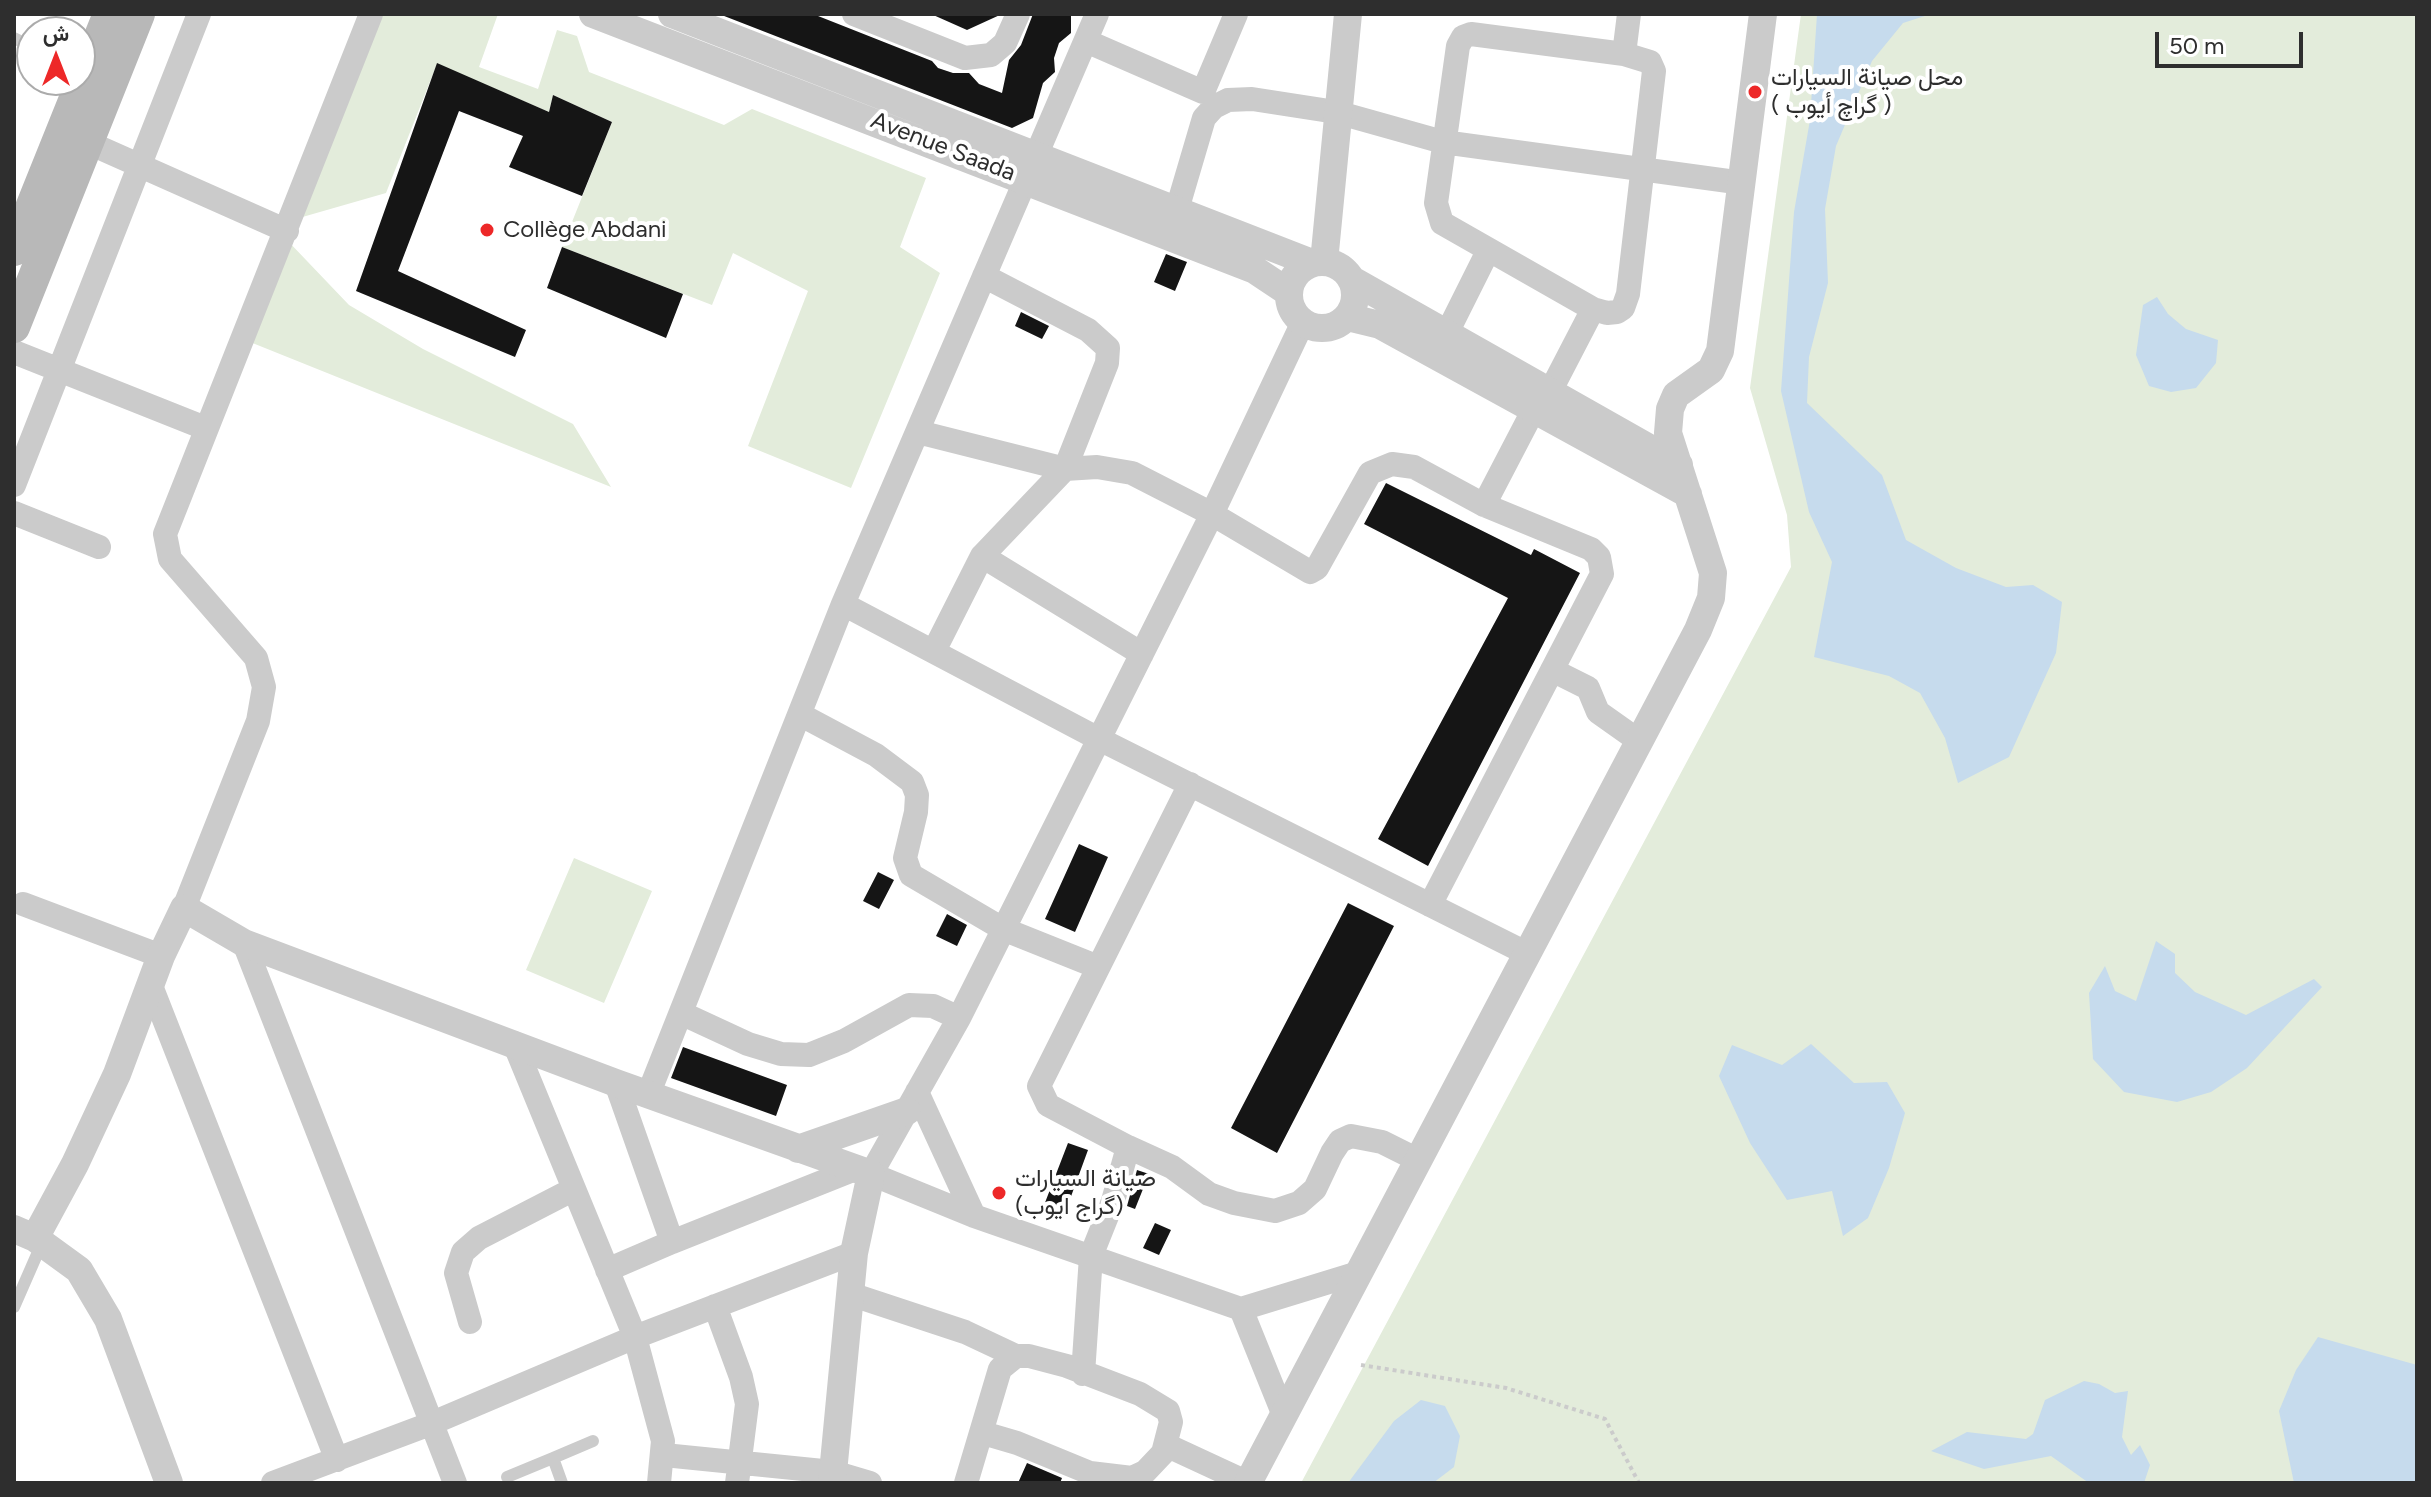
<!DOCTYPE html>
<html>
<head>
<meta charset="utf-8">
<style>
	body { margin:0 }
	#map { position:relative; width:2431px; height:1497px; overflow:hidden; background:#fff; font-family:Figtree,Vazirmatn,sans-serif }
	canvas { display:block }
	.frame { position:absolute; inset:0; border:16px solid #2e2e2e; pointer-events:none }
	.north { position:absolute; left:16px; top:16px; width:80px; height:80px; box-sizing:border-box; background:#fff; border:2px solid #ababab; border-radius:50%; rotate:0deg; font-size:22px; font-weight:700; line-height:32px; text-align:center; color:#2e2e2e }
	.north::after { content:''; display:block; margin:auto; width:28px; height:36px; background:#ed2828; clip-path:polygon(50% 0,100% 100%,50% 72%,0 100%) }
	.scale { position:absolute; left:2155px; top:32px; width:148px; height:36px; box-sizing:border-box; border:4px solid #2e2e2e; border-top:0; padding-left:10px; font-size:24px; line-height:28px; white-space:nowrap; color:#2e2e2e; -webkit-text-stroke:6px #fff; paint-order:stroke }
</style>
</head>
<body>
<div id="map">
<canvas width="2431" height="1497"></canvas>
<div class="frame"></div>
<div class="north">ش</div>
<div class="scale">50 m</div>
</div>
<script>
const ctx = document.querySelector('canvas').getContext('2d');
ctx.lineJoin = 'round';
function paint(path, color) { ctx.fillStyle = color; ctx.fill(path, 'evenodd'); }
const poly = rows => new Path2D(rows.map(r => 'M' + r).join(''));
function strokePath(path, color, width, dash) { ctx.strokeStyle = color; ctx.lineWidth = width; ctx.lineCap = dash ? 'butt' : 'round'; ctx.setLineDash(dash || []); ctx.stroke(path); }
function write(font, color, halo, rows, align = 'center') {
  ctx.font = font + ' Figtree,Vazirmatn,sans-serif'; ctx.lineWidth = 8; ctx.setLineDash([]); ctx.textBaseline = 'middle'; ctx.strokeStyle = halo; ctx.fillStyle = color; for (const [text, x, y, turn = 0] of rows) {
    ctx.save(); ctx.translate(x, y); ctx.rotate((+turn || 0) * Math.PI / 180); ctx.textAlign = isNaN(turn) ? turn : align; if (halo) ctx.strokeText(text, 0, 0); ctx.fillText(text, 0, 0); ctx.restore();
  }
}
paint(poly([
	[374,14,498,14,479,67,538,89,557,30,577,36,589,72,724,125,752,109,926,178,900,247,940,273,851,488,748,446,808,291,733,253,712,305,562,247,612,122,553,95,549,112,437,64,386,193,299,218],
	[1801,14,2417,14,2417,1483,1301,1483,1791,567,1787,515,1750,388],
	[286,239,349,305,423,349,573,424,611,487,245,340],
	[574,858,652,891,604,1003,526,970]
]), '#e3ecdb');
paint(poly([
	[1817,14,1931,14,1903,23,1872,61,1836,146,1825,209,1828,283,1809,357,1807,403,1882,475,1906,540,1956,568,2006,587,2033,585,2062,602,2056,653,2009,757,1958,783,1945,738,1920,693,1889,676,1814,657,1832,562,1809,512,1781,391,1794,212,1810,120],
	[2157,297,2168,314,2186,329,2218,340,2216,363,2196,388,2171,392,2149,386,2136,355,2143,305],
	[2156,941,2175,954,2175,973,2195,992,2246,1015,2314,979,2322,987,2247,1068,2211,1092,2177,1102,2124,1092,2093,1059,2089,993,2105,966,2115,991,2136,1001],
	[1811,1044,1854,1083,1887,1082,1905,1113,1889,1168,1868,1218,1843,1236,1832,1191,1787,1200,1750,1143,1719,1076,1732,1045,1782,1065],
	[2318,1337,2417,1365,2417,1483,2294,1483,2279,1411,2296,1370],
	[2084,1381,2099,1384,2115,1393,2128,1391,2122,1437,2131,1455,2140,1445,2150,1465,2144,1483,2089,1483,2051,1456,1984,1469,1931,1451,1967,1432,2026,1439,2033,1434,2045,1400],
	[1421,1400,1445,1406,1460,1436,1454,1467,1433,1483,1348,1483,1394,1421]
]), '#c6dbed');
paint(poly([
	[719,14,813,14,932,61,938,68,953,73,969,73,979,84,1002,93,1009,60,1021,45,1033,14,1071,14,1071,33,1059,43,1054,58,1055,72,1043,83,1033,118,1012,128],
	[931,14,1002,14,967,30],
	[437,63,549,112,553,95,612,122,582,196,509,167,523,136,459,111,398,271,526,330,515,357,356,291],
	[562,247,683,294,666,338,547,288],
	[1166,254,1187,262,1175,291,1154,282],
	[1021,312,1049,326,1042,339,1015,326],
	[1386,483,1531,555,1534,549,1580,573,1428,866,1378,839,1508,598,1364,524],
	[1079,844,1108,857,1075,932,1045,919],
	[878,872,894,880,879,909,863,901],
	[1348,903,1394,926,1277,1153,1231,1128],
	[947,914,967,925,957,946,936,936],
	[683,1047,787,1085,776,1116,671,1078],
	[1068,1143,1088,1150,1062,1221,1041,1213],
	[1137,1170,1149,1174,1135,1209,1127,1206],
	[1155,1223,1171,1230,1159,1255,1143,1248],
	[1027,1463,1062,1478,1060,1483,1018,1483]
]), '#151515');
strokePath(poly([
	[1361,1365,1506,1388,1605,1419,1639,1483]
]), '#cbcbcb', 4, [4, 4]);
strokePath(poly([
	[14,38,32,47],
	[14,1307,42,1243],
	[553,1458,593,1441],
	[507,1477,553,1458,562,1483]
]), '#cbcbcb', 12);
strokePath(poly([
	[854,14,965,58,991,55,1005,43,1018,14],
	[1471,34,1624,54,1650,62,1654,71,1628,294,1623,308,1617,312,1607,313,1593,309,1442,223,1436,203,1458,46,1463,37,1471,34],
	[1086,41,1203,92,1236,14],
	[1624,54,1629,14],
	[89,143,287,231],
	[1176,213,1204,118,1214,107,1228,100,1252,99,1336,112,1443,142,1743,183],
	[984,276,1088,330,1108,348,1107,363,1065,469,982,556,1142,654],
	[1447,333,1488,251],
	[14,352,205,428],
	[1551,390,1593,309],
	[918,432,1065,469,1097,467,1132,473,1212,514,1310,572,1317,568,1370,473,1392,464,1414,467,1484,505,1591,549,1599,557,1602,574,1430,905],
	[14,485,199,14],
	[1484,505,1534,409],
	[14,513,99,547],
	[843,604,1097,738,1526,953],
	[934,651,982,556],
	[1552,670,1588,688,1598,712,1639,741],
	[801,715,876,755,912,782,917,795,916,812,905,858,911,875,1003,929,1098,967],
	[23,904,161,956],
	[184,908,258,721,264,687,256,658,170,559,165,534,371,14],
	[244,943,455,1483],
	[151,986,337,1460],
	[681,1013,748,1044,781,1054,809,1055,844,1041,909,1005,933,1006,959,1018],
	[514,1043,635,1337,663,1441,659,1483],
	[917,1092,974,1216],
	[648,1095,843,604,1097,14],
	[1128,1147,1048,1105,1039,1086,1190,784],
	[672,1242,855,1169],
	[607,1270,672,1242,616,1083],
	[850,1294,965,1332,1016,1356],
	[715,1306,741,1377,747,1404,737,1483],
	[1241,1309,974,1216,871,1174,959,1018,1212,514,1303,322],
	[470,1322,456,1273,463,1252,479,1238,574,1189],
	[1083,1374,1091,1256,1113,1201,1128,1147,1172,1167,1209,1194,1234,1203,1275,1211,1299,1203,1315,1189,1332,1153,1340,1141,1351,1136,1382,1142,1416,1159],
	[1283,1413,1241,1309,1355,1274],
	[1166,1445,1248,1483],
	[664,1455,833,1472,870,1483],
	[273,1483,430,1424,635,1337,854,1253],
	[966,1483,1000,1369,1016,1356,1029,1356,1067,1366,1140,1394,1168,1411,1171,1422,1163,1453,1145,1472,1132,1478,1090,1473,1017,1443,983,1433]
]), '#cbcbcb', 24);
strokePath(poly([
	[593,14,1255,270,1288,292],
	[672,14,1312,263],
	'1289 295a33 33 0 1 1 66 0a33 33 0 1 1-66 0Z',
	[1324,262,1348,14],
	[1352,280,1679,465],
	[1347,317,1380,325,1688,494],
	[798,1149,907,1111],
	[14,1229,35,1238,79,1270,108,1319,169,1483],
	[35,1238,75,1164,117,1074,161,956,184,908,244,943,616,1083,871,1174,854,1253,832,1483],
	[1248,1483,1698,630,1711,598,1713,573,1668,433,1670,409,1676,395,1711,370,1720,351,1763,14]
]), '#cbcbcb', 28);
strokePath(poly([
	[14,250,109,14],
	[14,327,139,14]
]), '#b8b8b8', 32);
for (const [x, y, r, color] of [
	[1755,92,8,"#ed2828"],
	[487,230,8,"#ed2828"],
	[999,1193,8,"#ed2828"]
]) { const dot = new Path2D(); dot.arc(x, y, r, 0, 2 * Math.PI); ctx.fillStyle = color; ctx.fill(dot); strokePath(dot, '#fff', 3); }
write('24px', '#2e2e2e', '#fff', [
	["محل صيانة السيارات",1771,78],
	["( گراچ أيوب )",1771,106],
	["Collège Abdani",503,230],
	["صيانة السيارات",1015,1179],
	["(گراج ايوب)",1015,1207]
], 'left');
write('24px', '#2e2e2e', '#fff', [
	["Avenue Saada",943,147,21]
]);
</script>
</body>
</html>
========================================
From the data above, output exactly the lines between the one containing "const poly = rows" and the one containing "function strokePath(path, color, width, dash)", counting both of them.

§ EXERCISE RESPONSE:
const poly = rows => new Path2D(rows.map(r => 'M' + r).join(''));
function strokePath(path, color, width, dash) { ctx.strokeStyle = color; ctx.lineWidth = width; ctx.lineCap = dash ? 'butt' : 'round'; ctx.setLineDash(dash || []); ctx.stroke(path); }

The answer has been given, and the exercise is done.